So, you object to the term professional. Can we all pretend, then, that the OP asked about "in-class education/training in the field of computer programming"? I think we all know what the OP meant, even if it wasn't formally precise.
To answer the OP's question myself - I have a degree in Electrical Engineering (I'm not sure why brian d foy singled out civil engineers - at least in Canada, all types of engineers need licensing, not just civil engineers). I took a computer minor, which amounted to 8 out of 41 courses being computer-programming-related (two from computer engineering, two from electrical engineering, the rest from computer science). And I have enough hubris to think I'm the best programmer on my team ;-) The rest of my team has either a comp sci degree or diploma each.

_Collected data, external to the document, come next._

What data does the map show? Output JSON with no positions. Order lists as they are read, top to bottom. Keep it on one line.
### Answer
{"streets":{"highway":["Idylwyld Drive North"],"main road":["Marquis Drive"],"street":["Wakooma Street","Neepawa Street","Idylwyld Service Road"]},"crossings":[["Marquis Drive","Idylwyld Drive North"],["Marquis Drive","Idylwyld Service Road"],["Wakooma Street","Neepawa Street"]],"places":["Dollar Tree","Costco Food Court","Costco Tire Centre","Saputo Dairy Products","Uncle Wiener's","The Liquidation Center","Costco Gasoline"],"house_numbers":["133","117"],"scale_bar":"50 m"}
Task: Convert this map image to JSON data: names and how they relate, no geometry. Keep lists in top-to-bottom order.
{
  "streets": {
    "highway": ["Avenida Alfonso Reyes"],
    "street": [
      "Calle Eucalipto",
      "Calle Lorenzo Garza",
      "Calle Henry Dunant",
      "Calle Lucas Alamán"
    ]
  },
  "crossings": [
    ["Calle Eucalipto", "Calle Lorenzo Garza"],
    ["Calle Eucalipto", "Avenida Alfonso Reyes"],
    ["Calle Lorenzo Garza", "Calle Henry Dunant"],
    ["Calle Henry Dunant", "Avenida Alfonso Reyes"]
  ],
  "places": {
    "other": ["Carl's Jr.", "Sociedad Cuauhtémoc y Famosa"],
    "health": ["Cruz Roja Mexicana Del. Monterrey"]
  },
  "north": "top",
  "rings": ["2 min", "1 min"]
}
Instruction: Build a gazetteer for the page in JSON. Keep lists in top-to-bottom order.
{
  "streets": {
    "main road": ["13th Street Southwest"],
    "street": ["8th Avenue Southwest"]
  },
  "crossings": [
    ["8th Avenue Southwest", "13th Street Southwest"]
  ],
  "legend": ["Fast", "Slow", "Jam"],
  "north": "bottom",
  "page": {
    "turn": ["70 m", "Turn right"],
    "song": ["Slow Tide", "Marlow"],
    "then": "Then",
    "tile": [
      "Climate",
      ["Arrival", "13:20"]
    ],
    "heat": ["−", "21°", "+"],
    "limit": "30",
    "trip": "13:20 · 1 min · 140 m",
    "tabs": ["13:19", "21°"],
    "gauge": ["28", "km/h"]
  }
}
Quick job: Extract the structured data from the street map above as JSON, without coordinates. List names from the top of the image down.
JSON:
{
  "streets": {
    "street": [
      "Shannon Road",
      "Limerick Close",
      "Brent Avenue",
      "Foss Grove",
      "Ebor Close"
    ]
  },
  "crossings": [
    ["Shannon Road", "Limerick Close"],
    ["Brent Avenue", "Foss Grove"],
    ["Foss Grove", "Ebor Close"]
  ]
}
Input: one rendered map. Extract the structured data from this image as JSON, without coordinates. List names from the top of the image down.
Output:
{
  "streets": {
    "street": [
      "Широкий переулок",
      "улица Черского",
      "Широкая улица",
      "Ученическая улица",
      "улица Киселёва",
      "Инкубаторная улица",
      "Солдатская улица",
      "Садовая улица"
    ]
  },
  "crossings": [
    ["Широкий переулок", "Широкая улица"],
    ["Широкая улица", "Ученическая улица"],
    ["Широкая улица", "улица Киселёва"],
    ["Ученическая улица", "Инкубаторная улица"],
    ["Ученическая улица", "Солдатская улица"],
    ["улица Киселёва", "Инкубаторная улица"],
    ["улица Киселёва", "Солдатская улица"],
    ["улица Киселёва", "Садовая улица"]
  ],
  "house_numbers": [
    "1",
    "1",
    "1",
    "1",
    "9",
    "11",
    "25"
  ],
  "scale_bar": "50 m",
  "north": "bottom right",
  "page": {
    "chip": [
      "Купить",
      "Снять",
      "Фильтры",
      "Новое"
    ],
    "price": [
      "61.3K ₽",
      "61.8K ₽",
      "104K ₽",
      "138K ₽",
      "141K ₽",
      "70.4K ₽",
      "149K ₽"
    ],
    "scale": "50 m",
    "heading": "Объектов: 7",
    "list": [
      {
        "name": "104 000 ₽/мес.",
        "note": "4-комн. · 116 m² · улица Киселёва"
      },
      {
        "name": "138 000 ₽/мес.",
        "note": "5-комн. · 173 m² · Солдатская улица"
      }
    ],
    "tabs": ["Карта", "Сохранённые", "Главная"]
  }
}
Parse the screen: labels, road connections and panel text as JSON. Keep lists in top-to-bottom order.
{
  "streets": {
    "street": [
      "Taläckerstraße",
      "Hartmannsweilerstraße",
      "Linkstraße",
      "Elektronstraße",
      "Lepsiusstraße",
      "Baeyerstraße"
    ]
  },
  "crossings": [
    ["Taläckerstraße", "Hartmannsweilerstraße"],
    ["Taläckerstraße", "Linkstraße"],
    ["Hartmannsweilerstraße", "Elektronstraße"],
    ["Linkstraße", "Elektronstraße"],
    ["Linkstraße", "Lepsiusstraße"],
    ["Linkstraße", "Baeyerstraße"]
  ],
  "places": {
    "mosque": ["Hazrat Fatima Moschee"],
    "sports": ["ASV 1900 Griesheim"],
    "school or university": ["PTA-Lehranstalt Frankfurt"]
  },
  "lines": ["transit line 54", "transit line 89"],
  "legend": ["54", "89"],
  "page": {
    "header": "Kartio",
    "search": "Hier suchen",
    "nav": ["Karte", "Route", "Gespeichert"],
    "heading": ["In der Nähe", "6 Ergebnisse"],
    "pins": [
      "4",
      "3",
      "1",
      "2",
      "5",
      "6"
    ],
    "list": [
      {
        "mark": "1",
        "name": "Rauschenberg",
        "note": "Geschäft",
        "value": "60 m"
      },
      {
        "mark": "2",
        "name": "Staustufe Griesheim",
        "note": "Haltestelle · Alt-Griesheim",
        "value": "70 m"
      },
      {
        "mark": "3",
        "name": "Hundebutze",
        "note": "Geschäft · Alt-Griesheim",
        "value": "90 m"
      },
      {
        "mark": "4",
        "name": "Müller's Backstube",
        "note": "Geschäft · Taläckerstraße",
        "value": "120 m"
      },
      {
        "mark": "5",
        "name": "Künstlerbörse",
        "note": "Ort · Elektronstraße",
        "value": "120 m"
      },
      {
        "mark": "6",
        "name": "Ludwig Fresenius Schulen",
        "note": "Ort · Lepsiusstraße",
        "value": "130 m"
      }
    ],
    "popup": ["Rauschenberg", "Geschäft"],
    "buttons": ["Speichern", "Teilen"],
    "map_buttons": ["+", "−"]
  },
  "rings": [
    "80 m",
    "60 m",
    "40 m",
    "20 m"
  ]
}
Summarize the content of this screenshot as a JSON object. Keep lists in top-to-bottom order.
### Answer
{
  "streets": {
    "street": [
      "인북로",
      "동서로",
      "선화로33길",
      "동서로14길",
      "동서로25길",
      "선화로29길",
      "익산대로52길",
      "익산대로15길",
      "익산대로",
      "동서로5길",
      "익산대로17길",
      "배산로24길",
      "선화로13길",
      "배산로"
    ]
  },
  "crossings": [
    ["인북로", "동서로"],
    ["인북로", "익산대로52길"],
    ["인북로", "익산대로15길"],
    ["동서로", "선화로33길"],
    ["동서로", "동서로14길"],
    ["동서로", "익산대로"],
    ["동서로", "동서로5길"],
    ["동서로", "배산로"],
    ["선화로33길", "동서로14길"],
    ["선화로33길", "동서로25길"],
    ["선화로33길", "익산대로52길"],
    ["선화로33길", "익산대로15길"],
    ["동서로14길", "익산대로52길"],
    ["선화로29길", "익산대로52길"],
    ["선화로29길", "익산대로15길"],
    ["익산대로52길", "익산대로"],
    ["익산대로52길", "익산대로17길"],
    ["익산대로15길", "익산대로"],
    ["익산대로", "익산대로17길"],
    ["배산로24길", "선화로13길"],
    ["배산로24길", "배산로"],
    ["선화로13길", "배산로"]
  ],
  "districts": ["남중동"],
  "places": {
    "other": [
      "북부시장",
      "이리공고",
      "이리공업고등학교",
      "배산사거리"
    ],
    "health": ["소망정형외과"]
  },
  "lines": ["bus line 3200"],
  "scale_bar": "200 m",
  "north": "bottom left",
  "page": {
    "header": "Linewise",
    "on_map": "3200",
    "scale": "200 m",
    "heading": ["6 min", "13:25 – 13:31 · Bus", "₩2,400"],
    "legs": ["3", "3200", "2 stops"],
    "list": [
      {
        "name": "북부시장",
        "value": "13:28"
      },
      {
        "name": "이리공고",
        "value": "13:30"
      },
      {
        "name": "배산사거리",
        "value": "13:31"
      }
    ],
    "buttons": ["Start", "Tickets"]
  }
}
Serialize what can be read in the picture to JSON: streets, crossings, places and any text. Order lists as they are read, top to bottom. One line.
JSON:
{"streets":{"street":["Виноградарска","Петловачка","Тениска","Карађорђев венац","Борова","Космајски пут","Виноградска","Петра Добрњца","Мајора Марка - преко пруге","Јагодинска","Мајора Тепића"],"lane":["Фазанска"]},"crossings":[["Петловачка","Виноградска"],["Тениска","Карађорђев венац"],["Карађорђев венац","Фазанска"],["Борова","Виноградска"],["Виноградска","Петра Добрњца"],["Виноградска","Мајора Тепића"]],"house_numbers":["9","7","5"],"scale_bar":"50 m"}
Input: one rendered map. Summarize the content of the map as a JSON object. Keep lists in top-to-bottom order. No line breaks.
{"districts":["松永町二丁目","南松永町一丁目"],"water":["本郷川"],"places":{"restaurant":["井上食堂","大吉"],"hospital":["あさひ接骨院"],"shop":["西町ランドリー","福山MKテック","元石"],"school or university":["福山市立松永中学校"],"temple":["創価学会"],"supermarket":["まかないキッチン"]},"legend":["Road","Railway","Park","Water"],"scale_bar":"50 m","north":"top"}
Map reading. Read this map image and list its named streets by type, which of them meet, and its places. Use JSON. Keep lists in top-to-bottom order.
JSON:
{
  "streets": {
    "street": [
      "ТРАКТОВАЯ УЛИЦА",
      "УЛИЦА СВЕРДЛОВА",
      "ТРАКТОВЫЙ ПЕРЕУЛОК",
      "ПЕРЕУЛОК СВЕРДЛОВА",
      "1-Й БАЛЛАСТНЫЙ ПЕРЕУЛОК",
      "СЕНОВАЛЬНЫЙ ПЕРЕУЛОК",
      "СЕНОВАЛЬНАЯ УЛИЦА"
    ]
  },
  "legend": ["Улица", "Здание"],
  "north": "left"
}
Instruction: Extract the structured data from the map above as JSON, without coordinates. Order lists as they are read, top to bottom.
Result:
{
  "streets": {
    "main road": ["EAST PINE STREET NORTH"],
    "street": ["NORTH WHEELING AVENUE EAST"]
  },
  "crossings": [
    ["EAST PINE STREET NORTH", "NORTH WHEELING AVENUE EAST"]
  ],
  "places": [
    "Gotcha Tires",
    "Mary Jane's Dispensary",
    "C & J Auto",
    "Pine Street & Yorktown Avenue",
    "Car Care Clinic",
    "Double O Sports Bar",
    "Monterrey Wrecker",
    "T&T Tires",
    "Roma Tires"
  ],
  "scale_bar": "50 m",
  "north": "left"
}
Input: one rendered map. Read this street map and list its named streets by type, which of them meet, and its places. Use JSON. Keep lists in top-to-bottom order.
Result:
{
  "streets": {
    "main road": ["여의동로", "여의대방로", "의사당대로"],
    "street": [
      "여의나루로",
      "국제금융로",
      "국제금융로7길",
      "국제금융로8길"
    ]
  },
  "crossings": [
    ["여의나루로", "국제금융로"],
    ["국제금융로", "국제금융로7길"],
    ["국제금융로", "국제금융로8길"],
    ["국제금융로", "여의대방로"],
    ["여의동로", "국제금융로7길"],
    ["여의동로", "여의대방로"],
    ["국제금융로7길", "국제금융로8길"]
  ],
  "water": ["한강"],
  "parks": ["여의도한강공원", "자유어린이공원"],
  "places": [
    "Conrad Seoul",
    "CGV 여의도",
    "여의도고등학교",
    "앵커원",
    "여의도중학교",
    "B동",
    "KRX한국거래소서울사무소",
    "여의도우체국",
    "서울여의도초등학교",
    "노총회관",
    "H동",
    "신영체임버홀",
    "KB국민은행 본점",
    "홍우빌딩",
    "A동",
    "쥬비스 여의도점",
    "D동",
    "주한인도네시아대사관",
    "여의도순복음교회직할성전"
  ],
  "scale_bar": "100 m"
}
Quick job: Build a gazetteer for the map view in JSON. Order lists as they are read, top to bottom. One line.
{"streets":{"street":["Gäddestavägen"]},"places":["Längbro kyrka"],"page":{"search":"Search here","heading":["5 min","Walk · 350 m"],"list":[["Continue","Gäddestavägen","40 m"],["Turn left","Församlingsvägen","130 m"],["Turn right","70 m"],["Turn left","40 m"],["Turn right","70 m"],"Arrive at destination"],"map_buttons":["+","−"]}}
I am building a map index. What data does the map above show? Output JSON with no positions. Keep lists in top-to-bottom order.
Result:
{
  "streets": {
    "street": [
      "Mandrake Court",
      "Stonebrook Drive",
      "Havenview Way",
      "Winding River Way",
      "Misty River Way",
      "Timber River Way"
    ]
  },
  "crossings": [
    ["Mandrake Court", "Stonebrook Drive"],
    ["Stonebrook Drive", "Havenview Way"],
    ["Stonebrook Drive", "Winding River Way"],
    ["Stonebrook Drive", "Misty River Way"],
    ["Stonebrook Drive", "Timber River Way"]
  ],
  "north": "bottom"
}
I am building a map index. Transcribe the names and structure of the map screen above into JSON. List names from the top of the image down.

And I need to point out an inference I have from brian's post above: that programmers do not need to be licensed, nor should they need to be licensed. Perhaps this wasn't meant to be implied, but I inferred it anyway. I do think that there should be places in software where licensing should be mandatory. For starters, anything that any engineer, doctor, or other licensed professional uses in the pursuit of that profession (e.g., CAD, aeronautic computation, etc.) should have the stamp of a licensed professional in order to be marketted to that profession. That stamp would also prohibit any sort of EULA which tries to limit damages in the area of the licensing that is not in accord with that industry in general. Yes, this could drive the software prices way up. But then the quality of that software would have to be methodologically proven, which would help so many engineers, doctors, etc., that it would probably be worth it.
Authoring a spreadsheet or the like would be one thing. Writing rocket guidance or medical-research software is a whole other can of beans.